Mal o juiz mexicano Marco Rodríguez apitou o fim de jogo no Mineirão, em Belo Horizonte, e o telefone do Museu do Futebol, no Pacaembu, em São Paulo, não parou mais de tocar. Era o dia 8 de julho de 2014 e, pelas semifinais da Copa do Mundo, o Brasil tinha acabado de levar uma goleada histórica da Alemanha.
Jornalistas queriam saber se a então diretora do museu, Daniela Alfonsi, pretendia fazer uma instalação sobre o “7 a 1”. Na sala Rito de Passagem, o visitante do museu viaja no tempo até o dia 16 de julho de 1950 quando, em pleno Maracanã, no Rio de Janeiro, o Brasil perdeu a final da Copa para o Uruguai.

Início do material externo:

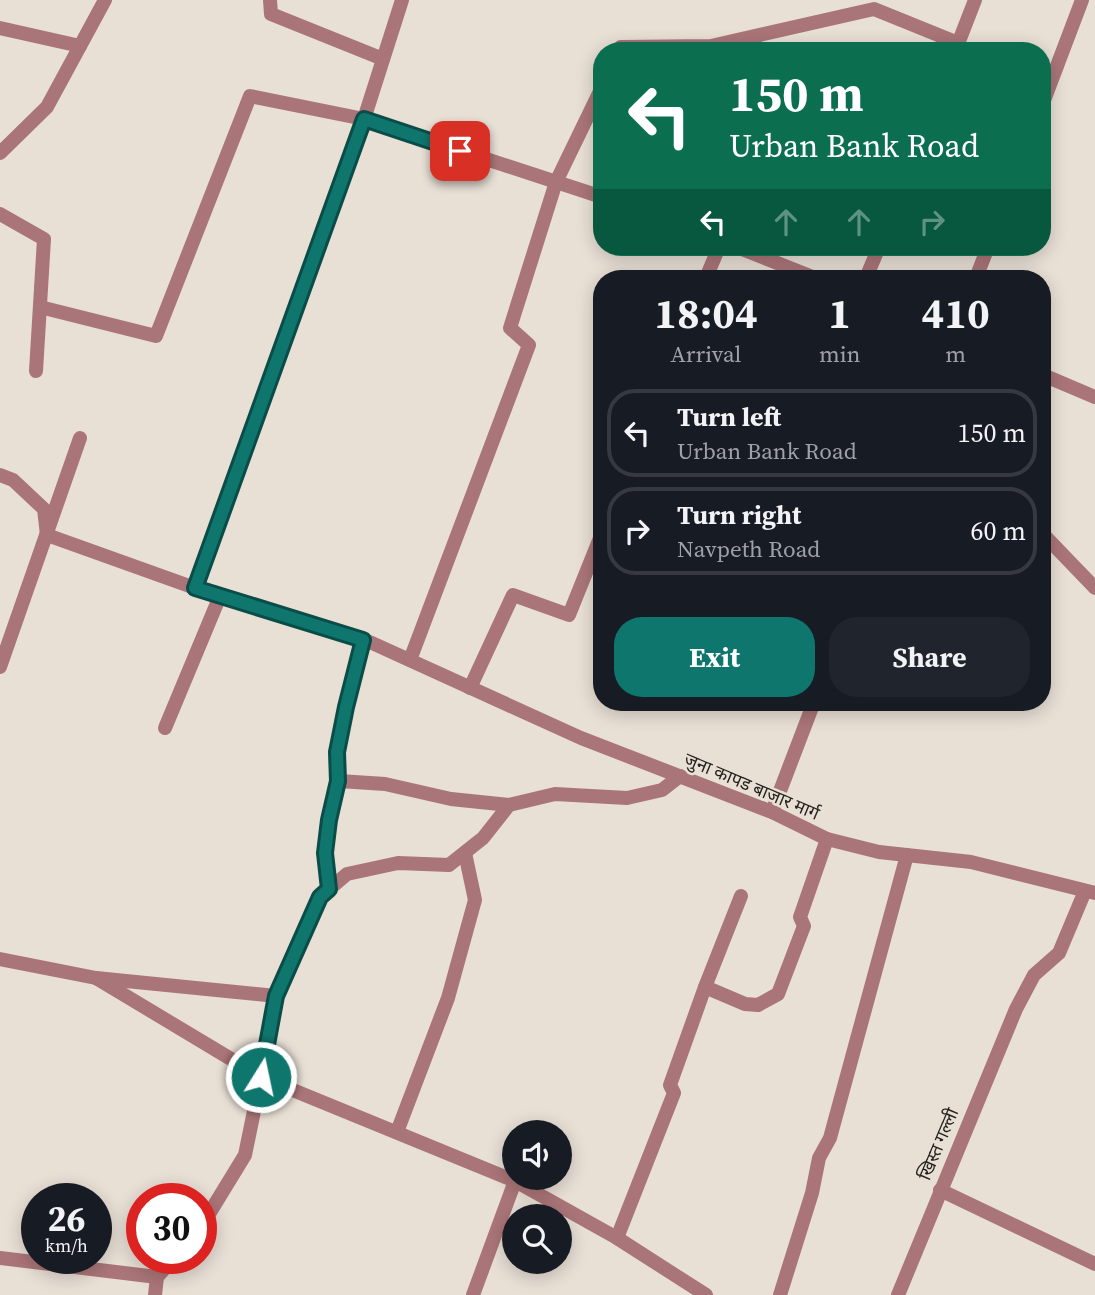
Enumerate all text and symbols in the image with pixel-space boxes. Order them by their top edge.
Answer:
text: 150 m [729,60,864,127]
icon: left [614,70,705,161]
pin [430,121,490,181]
text: Urban Bank Road [729,124,979,168]
icon: arrive [441,132,479,170]
icon: left [694,203,732,241]
icon: ahead [767,203,805,241]
icon: ahead [840,203,878,241]
icon: right [913,203,951,241]
text: 18:04 [654,284,758,342]
text: 1 [828,284,851,342]
text: 410 [922,284,990,342]
text: Arrival [670,338,741,370]
text: min [819,338,860,370]
text: m [945,338,966,370]
text: Turn left [677,399,781,435]
icon: left [618,414,656,452]
text: 150 m [958,415,1026,451]
text: Urban Bank Road [677,435,857,467]
text: Turn right [677,497,801,533]
icon: right [618,512,656,550]
text: 60 m [971,513,1026,549]
text: Navpeth Road [677,533,820,565]
button: Exit [614,617,815,697]
button: Share [829,617,1030,697]
street label: जुना कापड बाजार मार्ग [680,746,824,826]
position arrow [224,1040,298,1114]
street label: खिस्त गल्ली [912,1104,964,1184]
map controls [502,1120,572,1274]
button: sound [502,1120,572,1190]
speed limit sign: 30 [126,1183,217,1274]
text: 26 [48,1195,85,1243]
button: search [502,1204,572,1274]
text: km/h [45,1233,88,1258]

O episódio entrou para a história do futebol como “Maracanaço” – ou Maracanazo, em espanhol. Detalhe: a seleção brasileira precisava apenas de um empate para ser campeã do mundo. Perdeu por 2 a 1.
“Até por falta de espaço, essa ideia nem chegou a ser cogitada. Mas, o principal motivo foi o entendimento de que as derrotas se deram em momentos históricos diferentes”, recorda o bibliotecário Ademir Takara, do Núcleo do Centro de Referência do Futebol Brasileiro (CRFB) do Museu do Futebol.
“Aliás, uma frase muito citada na época foi a de Karl Marx: ‘A história se repete, a primeira vez como tragédia e a segunda como farsa’”.
Felipe Tavares Paes Lopes concorda com Takara quando ele diz: “As derrotas se deram em momentos históricos diferentes”.
O coordenador do Grupo de Estudos e Pesquisas sobre Futebol (GEF) da Faculdade de Educação Física da Universidade Estadual de Campinas (FEF-Unicamp) explica que, em 1950, havia uma associação muito mais forte entre o que ocorria dentro e fora de campo.
“Quem perdeu, na Copa de 1950, não foi apenas um time de 11 jogadores. Mas, sim, uma esperança de país. Na Copa de 2014, isso não ocorreu. No imaginário social, a derrota limitou-se aos jogadores”, compara Lopes.
Gol de placa
A derrota do Brasil para a Alemanha não virou exposição no Museu do Futebol. Mas, ganhou destaque no Museu de Memes, do Departamento de Estudos Culturais e Mídia, da Universidade Federal Fluminense (UFF).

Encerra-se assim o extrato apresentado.